DATA FOR THE TASK:
------------------------------------------------
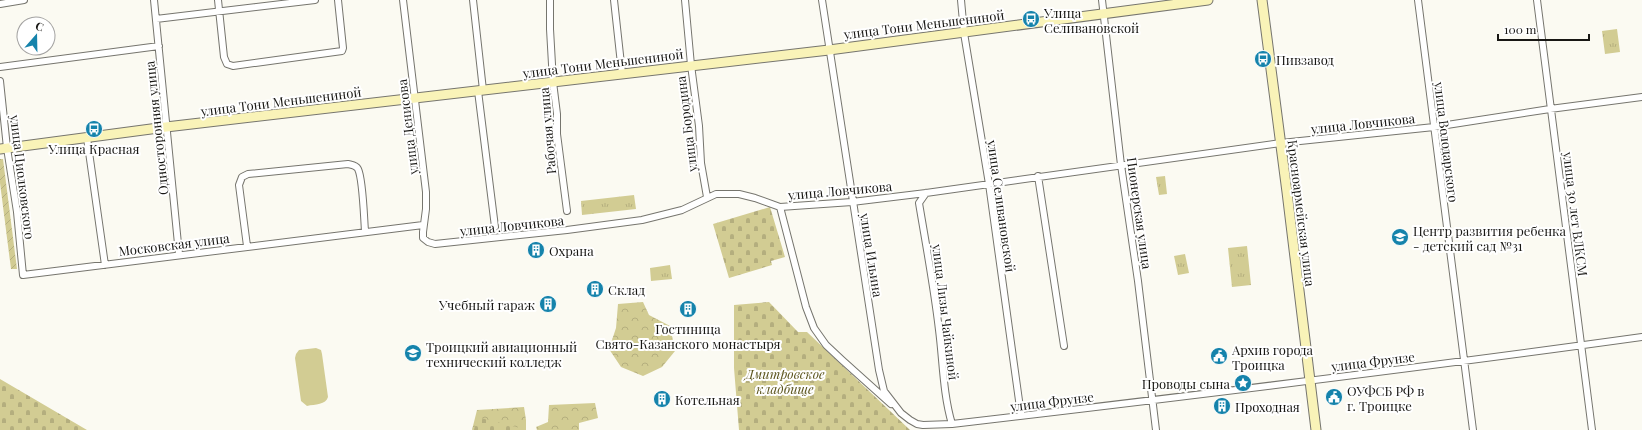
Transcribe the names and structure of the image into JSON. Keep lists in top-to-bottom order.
------------------------------------------------
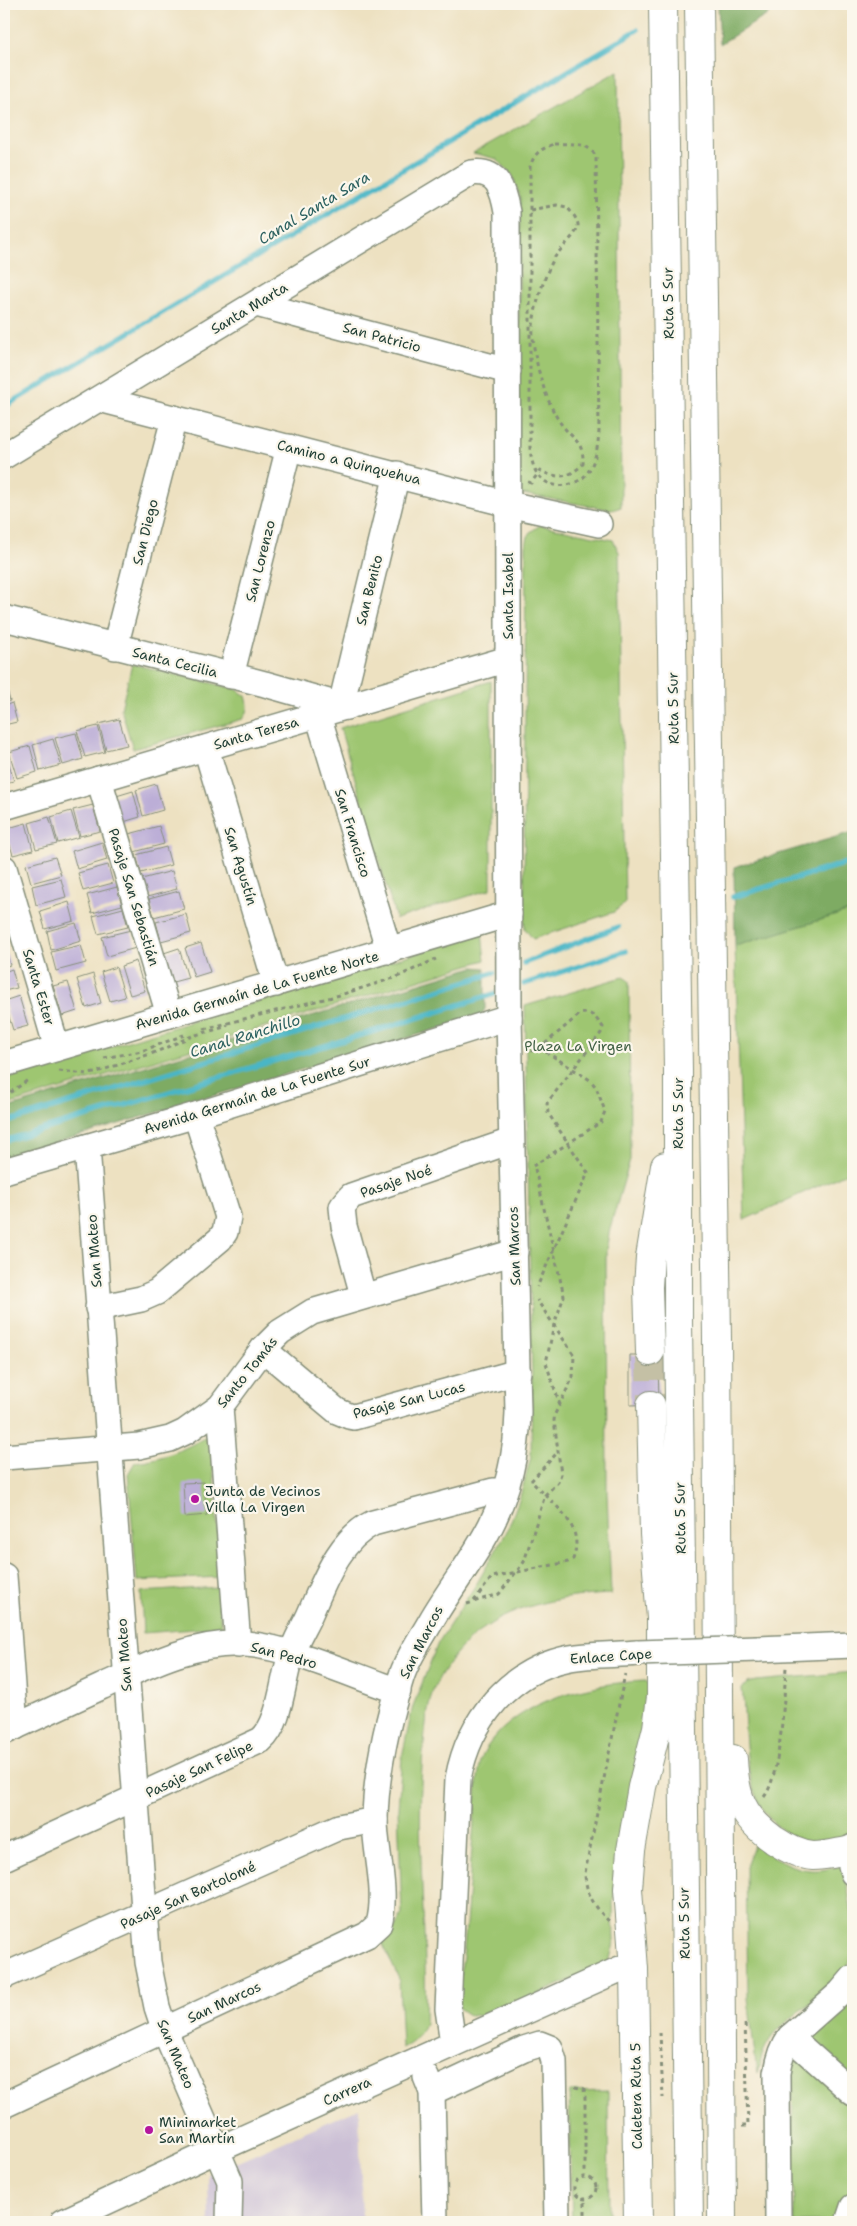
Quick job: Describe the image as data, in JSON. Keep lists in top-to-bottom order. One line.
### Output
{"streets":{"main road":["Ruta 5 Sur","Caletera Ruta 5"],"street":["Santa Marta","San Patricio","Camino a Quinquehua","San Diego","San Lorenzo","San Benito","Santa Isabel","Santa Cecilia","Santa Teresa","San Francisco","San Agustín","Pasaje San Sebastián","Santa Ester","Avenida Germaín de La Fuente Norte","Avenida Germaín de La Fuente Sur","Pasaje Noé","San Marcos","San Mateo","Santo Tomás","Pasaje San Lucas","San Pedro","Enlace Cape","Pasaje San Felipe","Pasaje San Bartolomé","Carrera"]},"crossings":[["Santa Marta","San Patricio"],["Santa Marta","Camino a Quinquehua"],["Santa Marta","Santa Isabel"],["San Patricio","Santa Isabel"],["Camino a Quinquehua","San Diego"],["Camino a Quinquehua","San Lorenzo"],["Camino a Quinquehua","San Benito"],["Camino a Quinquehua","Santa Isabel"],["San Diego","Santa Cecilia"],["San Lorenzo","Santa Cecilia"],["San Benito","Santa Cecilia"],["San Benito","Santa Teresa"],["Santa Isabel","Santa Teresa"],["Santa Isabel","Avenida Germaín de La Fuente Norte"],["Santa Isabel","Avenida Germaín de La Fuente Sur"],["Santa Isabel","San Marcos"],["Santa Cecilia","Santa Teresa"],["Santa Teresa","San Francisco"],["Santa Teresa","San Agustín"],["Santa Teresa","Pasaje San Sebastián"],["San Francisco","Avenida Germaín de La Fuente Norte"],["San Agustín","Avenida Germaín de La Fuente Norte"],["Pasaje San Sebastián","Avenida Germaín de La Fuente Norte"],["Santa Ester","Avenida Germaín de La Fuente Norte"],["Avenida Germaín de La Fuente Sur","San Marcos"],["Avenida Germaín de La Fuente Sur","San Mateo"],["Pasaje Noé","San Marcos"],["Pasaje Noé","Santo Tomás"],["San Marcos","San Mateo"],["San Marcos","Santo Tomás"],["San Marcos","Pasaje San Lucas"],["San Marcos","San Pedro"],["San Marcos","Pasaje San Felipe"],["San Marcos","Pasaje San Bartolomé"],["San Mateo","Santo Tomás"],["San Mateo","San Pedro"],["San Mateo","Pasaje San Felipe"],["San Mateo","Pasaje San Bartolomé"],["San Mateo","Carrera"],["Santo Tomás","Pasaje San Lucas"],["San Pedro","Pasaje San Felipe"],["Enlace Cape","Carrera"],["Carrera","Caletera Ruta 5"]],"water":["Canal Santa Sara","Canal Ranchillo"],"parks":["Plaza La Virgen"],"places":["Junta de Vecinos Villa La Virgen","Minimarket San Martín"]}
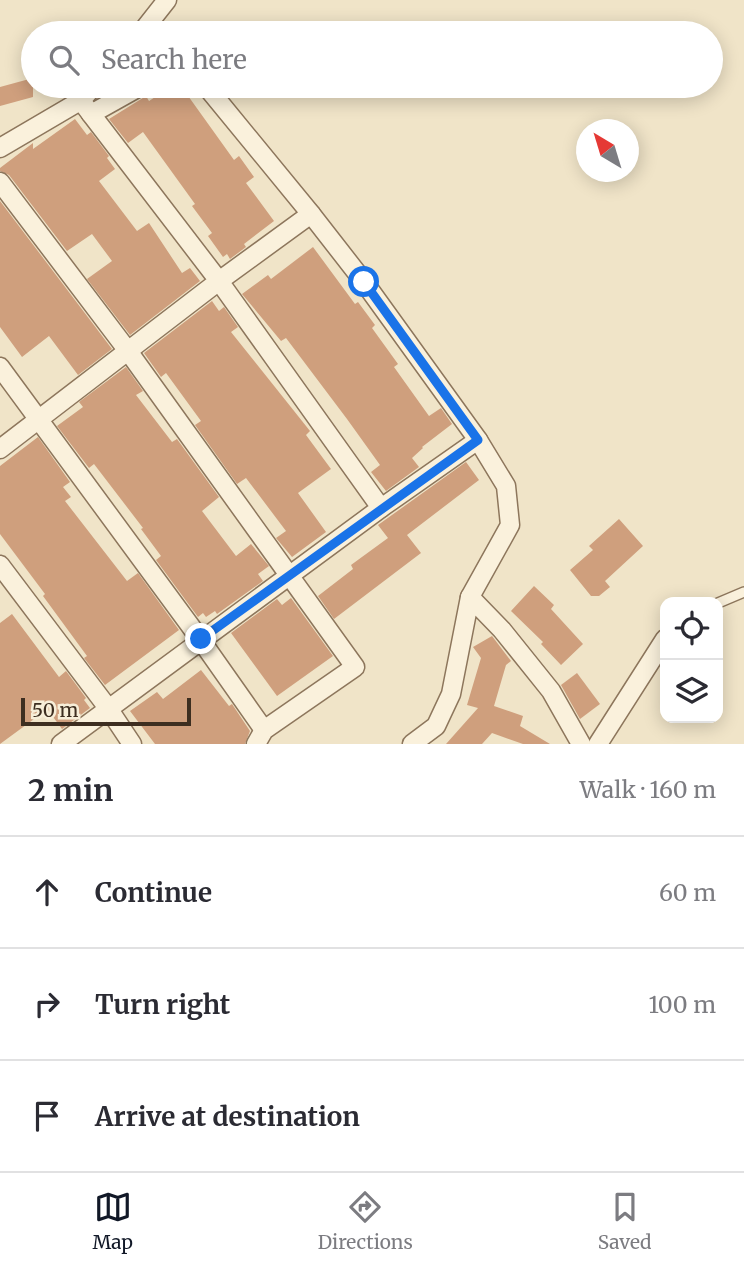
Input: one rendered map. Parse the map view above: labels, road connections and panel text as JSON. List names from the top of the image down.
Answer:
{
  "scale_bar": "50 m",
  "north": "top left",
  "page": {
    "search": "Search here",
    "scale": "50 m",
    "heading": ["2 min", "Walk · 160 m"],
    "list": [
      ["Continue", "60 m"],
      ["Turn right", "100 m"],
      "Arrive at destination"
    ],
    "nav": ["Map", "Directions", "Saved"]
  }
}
------------------------------------------------
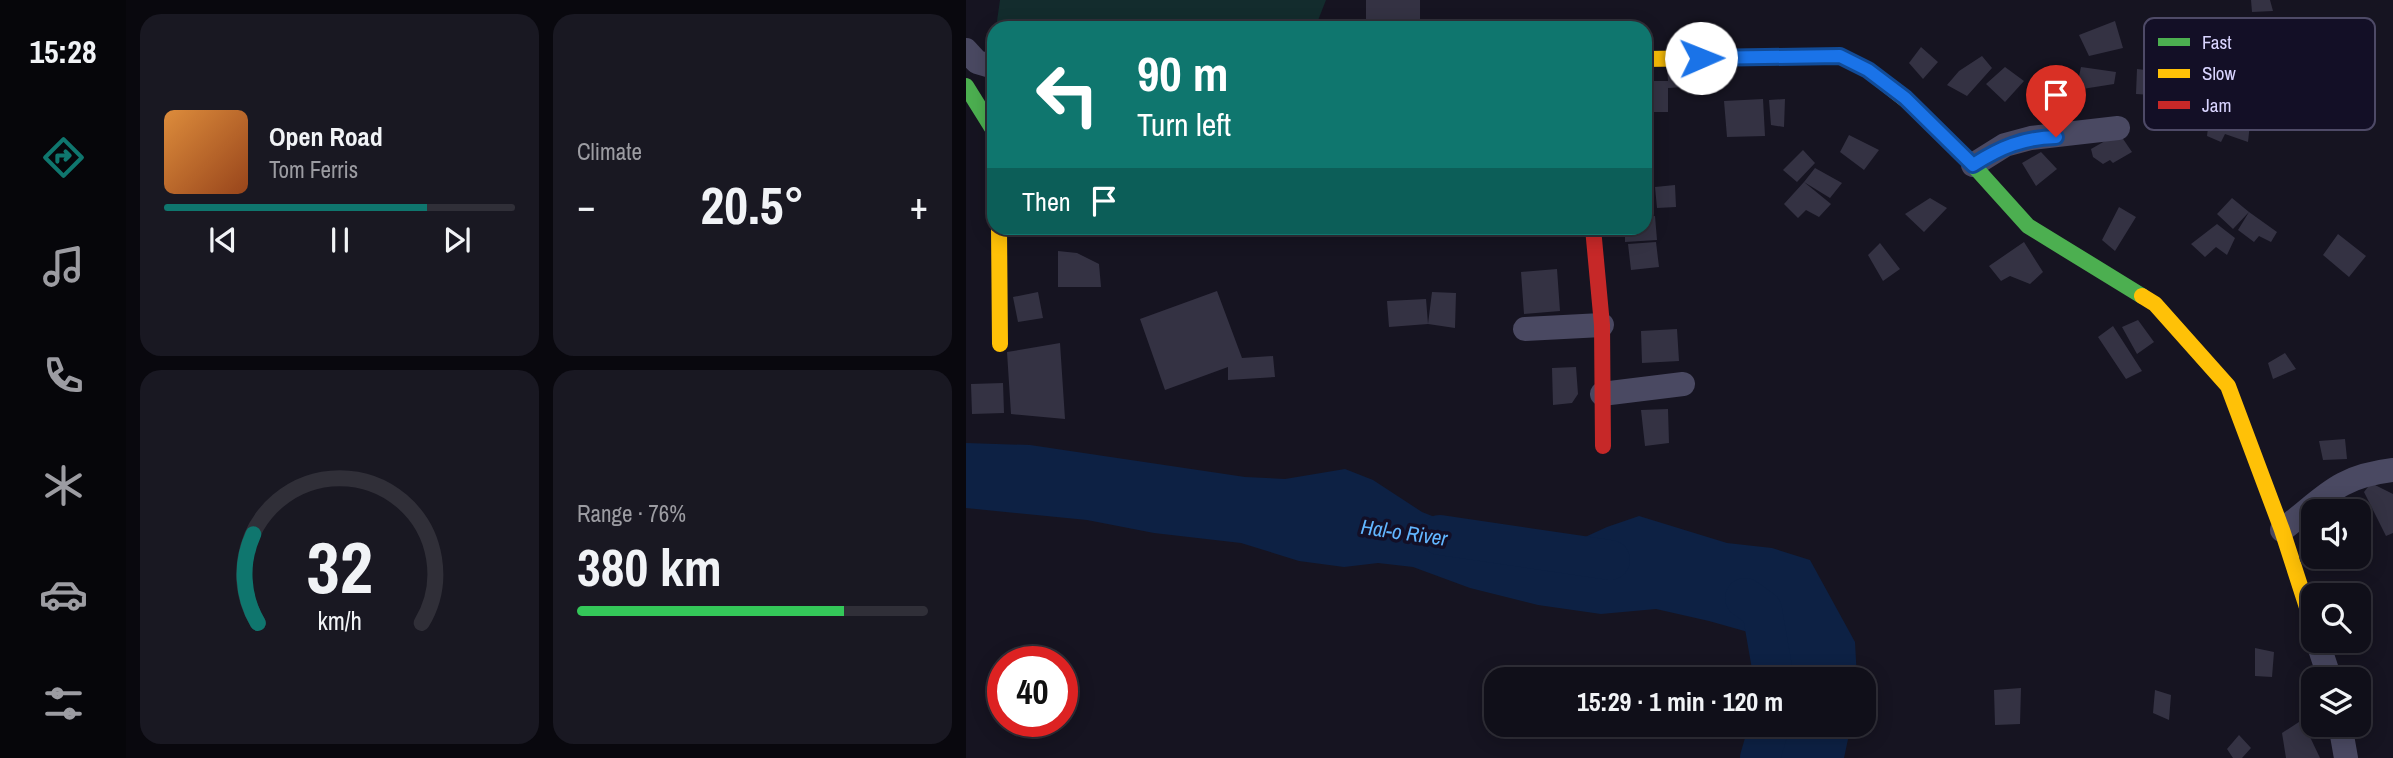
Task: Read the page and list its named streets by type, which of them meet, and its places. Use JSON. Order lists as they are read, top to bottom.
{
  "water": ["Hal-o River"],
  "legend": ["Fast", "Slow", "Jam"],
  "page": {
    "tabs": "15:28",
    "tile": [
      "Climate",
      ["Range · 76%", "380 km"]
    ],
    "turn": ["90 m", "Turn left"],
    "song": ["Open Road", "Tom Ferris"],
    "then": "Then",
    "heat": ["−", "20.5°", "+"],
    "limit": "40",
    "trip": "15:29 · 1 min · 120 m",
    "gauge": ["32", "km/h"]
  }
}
------------------------------------------------
TASK INSTRUCTIONS: Search the entries for the word "Keep". Copy each line where it appears.

OUTPUT FOR THIS TASK:
Transcribe the names and structure of the image into JSON. Keep lists in top-to-bottom order.
Quick job: Describe the image as data, in JSON. Keep lists in top-to-bottom order. One line.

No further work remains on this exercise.